I think this blog from the Houston Chronicle website gives a pretty accurate summation of winners and losers from the plan.

http://blog.chron.com/texaspolitics/2011/06/analysis-gop-congressional-redistricting-plan-hammers-houston-helps-republicans-in-fort-worth-east-texas/

Let the games begin. :depressed


http://images.pictureshunt.com/pics/c/circus_clowns-3054.jpg
Members of the Texas Legislature pose for a photo-op.

RandomGuy
06-01-2011, 01:07 PM
http://gis1.tlc.state.tx.us/?PlanHeader=PLANC125

Wow. Check out I-35 between Austin and San Antonio.

Pretty much the definition of gerrymandering.

Spurminator
06-01-2011, 01:08 PM
I still don't know how this is legal.

CosmicCowboy
06-01-2011, 01:08 PM
Good. Fuck Lloyd Doggett.

CosmicCowboy
06-01-2011, 01:15 PM
Charlie Gonzales is still safe.

coyotes_geek
06-01-2011, 01:15 PM
I still don't know how this is legal.

It's tradition. One that dates back centuries.


Good. Fuck Lloyd Doggett.

+1

I was hoping the new map would get me out of Lamar Smith's district, but it puts me into Doggett's. Not what I was hoping for. Although rumors are that Doggett is looking to move so that he can run for #35 instead of #25.

CosmicCowboy
06-01-2011, 01:18 PM
Wow. Check out I-35 between Austin and San Antonio.

Pretty much the definition of gerrymandering.

Yeah, thats the new 35th district. Not sure it's that stacked since it takes in Texas State, East side SA, and South Austin. Probably pretty even.

coyotes_geek
06-01-2011, 01:23 PM
Yeah, thats the new 35th district. Not sure it's that stacked since it takes in Texas State, East side SA, and South Austin. Probably pretty even.

Looks like that one is set up to negate Austin liberals by tying them to a large latino vote. That seat probably goes democrat, but I guess the GOP thinking is that a latino democrat is better than a liberal democrat.

RandomGuy
06-01-2011, 01:25 PM
Yeah, thats the new 35th district. Not sure it's that stacked since it takes in Texas State, East side SA, and South Austin. Probably pretty even.

Texas State is mostly on the other side of the Interstate, in the 21st district.

That side of San Marcos has a lot of blue collar and lower income houses and apartments. A few larger complexes to be sure, with a share of college students.

Maybe a few newer housing developments that they probably hope are mostly Republican as well.

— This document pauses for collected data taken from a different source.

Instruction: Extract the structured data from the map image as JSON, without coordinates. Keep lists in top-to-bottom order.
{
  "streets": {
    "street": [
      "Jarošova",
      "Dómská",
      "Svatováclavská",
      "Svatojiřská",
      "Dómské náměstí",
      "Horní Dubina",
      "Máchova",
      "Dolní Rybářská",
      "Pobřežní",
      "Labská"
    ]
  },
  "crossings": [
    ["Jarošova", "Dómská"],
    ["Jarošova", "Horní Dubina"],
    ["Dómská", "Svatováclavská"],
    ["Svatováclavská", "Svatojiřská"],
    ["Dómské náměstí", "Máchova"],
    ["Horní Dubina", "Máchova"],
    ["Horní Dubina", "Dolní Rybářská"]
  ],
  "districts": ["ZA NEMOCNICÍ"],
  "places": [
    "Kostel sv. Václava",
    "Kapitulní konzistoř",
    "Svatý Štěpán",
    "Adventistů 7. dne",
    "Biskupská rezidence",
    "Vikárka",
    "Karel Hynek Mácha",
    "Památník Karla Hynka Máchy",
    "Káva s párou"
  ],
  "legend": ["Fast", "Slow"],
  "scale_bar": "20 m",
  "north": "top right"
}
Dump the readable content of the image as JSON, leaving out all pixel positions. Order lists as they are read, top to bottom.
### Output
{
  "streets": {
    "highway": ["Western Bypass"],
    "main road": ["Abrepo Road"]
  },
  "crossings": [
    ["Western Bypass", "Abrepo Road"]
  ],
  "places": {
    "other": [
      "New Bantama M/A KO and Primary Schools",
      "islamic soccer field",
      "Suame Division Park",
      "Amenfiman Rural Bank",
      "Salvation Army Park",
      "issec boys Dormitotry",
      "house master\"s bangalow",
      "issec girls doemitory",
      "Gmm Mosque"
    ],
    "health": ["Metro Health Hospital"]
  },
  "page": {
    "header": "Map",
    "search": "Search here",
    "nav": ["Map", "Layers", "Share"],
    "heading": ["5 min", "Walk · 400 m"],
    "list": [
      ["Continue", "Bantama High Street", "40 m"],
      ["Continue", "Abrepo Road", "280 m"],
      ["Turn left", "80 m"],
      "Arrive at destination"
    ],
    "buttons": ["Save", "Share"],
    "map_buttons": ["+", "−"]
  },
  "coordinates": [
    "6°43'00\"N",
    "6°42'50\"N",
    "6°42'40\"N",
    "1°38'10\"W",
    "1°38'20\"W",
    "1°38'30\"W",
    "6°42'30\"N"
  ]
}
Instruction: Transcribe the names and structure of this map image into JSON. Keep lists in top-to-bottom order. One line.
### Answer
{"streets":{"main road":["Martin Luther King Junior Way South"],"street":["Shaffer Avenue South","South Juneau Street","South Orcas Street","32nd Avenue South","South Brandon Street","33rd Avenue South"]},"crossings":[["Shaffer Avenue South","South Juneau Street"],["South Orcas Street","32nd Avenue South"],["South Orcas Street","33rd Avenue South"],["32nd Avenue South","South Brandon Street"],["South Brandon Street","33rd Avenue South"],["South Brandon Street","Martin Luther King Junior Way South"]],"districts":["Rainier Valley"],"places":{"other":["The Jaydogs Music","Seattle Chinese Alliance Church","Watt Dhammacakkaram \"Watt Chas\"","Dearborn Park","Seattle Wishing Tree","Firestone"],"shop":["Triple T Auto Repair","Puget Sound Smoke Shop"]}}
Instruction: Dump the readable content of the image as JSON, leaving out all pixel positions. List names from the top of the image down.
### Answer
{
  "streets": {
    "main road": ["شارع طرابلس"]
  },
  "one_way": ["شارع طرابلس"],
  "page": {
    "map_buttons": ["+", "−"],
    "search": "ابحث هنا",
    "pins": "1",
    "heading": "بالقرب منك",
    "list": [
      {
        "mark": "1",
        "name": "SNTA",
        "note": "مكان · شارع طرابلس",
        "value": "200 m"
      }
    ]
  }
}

Not exactly stacked, but if you can concentrate Democratic voters in just a couple of places, you can make the chances of the rest of the area voting Republican (at least until demographics shift in a few years) better, I guess.

RandomGuy
06-01-2011, 01:27 PM
Good. Fuck Lloyd Doggett.

Fuck you. I like my congressman, he has done a good job.

RandomGuy
06-01-2011, 01:28 PM
Looks like that one is set up to negate Austin liberals by tying them to a large latino vote. That seat probably goes democrat, but I guess the GOP thinking is that a latino democrat is better than a liberal democrat.

My thoughts exactly. It has the latino part of Austin that probably comprises a majority of the population in the district.

Das Texan
06-01-2011, 01:47 PM
There is no way this will be allowed to happen. Kinda like 10 years ago.

coyotes_geek
06-01-2011, 02:12 PM
There is no way this will be allowed to happen. Kinda like 10 years ago.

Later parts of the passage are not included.